==== Dataset extract

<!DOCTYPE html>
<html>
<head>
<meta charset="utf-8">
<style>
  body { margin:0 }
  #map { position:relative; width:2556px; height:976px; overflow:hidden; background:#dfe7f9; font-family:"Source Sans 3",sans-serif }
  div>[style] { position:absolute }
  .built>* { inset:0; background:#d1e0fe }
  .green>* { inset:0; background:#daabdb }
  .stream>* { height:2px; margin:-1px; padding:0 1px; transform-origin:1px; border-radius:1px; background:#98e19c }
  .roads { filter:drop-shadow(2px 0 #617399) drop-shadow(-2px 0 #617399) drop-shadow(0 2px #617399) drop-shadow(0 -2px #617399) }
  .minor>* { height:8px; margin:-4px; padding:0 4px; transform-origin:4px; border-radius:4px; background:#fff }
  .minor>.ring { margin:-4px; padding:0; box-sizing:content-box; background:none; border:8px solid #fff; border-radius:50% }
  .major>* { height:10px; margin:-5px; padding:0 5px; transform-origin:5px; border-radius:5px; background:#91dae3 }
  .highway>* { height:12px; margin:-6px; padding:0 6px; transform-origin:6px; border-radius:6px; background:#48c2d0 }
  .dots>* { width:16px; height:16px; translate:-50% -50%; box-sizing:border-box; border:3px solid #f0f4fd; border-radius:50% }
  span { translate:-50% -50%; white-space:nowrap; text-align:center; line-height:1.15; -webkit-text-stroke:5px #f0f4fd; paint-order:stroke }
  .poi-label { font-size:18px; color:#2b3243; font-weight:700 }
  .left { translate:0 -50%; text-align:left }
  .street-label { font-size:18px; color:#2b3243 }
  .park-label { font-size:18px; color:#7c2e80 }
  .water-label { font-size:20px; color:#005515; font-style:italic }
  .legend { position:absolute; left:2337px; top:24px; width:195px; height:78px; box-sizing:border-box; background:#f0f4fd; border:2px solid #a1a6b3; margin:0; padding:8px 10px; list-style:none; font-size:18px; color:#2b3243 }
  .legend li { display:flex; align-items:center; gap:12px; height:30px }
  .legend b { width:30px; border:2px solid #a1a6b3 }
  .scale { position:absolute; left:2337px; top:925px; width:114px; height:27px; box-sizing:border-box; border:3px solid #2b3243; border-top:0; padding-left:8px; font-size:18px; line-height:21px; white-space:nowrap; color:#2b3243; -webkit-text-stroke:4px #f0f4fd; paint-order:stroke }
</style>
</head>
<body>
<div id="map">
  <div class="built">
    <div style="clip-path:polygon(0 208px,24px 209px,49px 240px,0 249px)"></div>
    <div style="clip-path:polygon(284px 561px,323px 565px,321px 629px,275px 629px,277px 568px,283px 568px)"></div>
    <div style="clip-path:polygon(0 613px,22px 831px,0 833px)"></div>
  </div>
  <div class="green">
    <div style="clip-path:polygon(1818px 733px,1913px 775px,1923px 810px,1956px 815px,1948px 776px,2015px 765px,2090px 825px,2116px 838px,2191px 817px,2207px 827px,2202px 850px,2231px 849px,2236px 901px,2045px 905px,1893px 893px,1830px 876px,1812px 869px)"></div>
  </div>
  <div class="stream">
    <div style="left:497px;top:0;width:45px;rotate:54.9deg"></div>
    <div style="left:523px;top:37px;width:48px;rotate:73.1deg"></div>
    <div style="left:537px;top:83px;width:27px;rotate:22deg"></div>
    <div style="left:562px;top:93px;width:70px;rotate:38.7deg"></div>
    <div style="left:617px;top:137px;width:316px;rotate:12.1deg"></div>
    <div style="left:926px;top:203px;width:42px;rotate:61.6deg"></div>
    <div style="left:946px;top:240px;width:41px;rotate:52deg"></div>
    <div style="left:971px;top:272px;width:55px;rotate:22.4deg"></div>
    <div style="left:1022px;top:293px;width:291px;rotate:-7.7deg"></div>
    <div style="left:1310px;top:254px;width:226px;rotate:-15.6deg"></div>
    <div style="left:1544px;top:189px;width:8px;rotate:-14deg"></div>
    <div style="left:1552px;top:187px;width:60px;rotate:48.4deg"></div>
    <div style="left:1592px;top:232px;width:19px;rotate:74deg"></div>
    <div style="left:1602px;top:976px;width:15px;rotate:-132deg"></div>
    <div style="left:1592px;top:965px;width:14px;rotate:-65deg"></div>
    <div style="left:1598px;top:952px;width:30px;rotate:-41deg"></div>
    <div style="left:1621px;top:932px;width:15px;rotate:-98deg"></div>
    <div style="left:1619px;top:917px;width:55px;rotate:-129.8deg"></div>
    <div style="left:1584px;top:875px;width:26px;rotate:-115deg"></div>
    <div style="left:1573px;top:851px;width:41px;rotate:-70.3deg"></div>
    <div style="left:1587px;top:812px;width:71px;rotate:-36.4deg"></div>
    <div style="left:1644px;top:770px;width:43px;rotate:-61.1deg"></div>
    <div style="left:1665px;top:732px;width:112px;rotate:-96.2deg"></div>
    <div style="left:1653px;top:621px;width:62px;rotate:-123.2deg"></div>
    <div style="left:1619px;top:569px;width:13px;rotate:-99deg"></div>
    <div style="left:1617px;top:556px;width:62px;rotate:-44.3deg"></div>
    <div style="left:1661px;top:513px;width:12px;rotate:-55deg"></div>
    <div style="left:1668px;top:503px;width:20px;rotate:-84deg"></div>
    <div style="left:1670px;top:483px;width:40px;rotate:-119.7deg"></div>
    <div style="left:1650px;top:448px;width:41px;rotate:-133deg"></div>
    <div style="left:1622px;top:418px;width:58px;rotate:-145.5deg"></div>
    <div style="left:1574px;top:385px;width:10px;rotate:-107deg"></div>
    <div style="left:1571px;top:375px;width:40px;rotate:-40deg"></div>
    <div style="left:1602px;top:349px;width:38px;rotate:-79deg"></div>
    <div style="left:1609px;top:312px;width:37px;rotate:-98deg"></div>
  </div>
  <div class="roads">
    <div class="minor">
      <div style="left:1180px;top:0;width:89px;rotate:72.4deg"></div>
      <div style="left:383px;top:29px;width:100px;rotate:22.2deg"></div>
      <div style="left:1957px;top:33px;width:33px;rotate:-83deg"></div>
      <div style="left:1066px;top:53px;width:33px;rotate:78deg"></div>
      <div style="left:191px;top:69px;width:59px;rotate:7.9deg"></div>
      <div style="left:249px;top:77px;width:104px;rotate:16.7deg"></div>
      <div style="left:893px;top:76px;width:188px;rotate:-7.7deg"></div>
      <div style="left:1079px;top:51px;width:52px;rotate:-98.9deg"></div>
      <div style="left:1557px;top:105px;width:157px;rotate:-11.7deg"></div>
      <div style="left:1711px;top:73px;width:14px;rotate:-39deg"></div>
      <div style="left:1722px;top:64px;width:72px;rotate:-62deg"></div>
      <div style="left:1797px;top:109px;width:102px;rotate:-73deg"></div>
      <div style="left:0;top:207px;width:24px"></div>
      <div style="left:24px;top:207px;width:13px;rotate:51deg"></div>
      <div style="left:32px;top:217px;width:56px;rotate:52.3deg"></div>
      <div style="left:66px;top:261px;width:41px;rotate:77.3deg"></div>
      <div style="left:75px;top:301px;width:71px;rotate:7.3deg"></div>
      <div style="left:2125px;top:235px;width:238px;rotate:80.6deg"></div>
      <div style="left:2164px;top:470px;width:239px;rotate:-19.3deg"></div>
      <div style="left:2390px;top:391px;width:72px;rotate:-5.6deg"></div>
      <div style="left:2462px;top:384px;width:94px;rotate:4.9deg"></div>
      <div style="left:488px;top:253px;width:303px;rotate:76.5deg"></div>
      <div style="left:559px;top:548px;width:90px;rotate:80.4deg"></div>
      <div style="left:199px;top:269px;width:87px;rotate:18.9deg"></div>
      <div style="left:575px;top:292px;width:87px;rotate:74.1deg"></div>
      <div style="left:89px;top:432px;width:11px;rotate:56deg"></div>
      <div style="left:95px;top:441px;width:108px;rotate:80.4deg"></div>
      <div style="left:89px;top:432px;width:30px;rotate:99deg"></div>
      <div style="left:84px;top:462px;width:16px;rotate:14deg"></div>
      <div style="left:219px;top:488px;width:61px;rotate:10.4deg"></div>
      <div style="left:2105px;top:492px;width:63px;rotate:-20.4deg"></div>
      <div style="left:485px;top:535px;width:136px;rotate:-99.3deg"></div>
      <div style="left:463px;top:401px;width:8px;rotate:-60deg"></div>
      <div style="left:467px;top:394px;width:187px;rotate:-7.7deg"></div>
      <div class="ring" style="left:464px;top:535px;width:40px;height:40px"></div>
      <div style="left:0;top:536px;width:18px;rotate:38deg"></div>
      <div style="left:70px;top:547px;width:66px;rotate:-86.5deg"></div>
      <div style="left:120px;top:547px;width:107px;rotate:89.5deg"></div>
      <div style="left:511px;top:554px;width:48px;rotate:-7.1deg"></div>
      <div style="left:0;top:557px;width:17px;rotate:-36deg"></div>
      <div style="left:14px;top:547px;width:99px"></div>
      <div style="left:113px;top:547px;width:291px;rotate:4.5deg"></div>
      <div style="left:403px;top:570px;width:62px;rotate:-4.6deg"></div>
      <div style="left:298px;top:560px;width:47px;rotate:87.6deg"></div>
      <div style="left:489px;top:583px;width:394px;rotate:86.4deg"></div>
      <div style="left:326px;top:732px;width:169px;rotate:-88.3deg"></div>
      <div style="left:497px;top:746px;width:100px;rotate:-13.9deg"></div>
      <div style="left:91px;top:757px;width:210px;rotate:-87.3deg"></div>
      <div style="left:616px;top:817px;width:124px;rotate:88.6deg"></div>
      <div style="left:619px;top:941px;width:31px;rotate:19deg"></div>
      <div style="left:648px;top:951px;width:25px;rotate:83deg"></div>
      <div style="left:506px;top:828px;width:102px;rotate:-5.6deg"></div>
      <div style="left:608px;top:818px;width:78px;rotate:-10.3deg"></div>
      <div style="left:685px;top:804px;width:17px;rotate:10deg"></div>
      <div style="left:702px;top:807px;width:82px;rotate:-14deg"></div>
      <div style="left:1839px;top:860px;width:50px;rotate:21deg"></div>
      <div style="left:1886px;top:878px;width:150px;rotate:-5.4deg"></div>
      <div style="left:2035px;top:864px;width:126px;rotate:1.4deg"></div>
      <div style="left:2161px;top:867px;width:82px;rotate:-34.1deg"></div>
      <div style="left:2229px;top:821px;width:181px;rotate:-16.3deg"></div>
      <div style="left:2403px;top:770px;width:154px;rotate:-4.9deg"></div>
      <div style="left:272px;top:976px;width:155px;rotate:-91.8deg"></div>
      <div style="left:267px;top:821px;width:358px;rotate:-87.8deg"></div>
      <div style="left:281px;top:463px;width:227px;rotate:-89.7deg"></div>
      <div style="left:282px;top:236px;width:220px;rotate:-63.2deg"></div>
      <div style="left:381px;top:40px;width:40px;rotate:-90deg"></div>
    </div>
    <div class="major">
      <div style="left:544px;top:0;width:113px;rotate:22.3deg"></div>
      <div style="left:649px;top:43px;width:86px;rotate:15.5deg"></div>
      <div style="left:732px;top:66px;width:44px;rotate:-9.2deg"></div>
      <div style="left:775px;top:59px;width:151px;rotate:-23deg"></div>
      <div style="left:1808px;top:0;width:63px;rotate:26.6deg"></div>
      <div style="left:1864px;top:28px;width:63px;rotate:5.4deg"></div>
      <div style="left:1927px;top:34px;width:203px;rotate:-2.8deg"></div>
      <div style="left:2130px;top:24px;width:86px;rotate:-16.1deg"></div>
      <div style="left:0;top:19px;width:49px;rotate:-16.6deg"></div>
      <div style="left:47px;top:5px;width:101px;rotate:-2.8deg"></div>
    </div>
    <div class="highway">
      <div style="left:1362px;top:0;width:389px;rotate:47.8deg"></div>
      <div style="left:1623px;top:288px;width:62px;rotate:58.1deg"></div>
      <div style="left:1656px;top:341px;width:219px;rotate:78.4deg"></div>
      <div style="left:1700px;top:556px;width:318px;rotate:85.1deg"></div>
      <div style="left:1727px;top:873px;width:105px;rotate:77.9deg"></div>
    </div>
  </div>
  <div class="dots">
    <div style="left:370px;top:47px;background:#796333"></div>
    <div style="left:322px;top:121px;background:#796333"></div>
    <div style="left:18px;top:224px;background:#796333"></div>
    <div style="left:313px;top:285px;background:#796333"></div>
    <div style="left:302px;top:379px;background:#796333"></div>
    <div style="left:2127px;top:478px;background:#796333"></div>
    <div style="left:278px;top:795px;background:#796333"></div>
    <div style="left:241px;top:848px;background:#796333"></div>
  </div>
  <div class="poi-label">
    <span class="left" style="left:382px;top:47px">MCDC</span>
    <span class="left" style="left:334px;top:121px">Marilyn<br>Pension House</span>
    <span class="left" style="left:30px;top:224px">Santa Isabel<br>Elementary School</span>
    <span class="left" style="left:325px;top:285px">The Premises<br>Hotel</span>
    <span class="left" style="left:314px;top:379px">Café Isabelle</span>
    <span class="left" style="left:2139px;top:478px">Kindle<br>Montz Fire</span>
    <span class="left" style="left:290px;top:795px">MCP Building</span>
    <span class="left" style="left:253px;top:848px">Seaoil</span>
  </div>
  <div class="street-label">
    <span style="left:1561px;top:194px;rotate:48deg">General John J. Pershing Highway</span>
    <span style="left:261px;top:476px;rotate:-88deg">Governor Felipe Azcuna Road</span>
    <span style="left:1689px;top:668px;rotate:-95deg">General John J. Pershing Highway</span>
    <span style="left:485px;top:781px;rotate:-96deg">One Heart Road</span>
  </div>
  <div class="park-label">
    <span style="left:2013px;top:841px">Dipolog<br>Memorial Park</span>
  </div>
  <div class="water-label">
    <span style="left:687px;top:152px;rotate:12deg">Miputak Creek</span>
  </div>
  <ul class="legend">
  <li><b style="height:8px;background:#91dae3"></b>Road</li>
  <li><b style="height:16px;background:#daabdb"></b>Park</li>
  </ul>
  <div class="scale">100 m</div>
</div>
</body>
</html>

========

What the task requires: What belongs in the answer is each line from the listing above that contains "stream".

Completed exercise:
  .stream>* { height:2px; margin:-1px; padding:0 1px; transform-origin:1px; border-radius:1px; background:#98e19c }
  <div class="stream">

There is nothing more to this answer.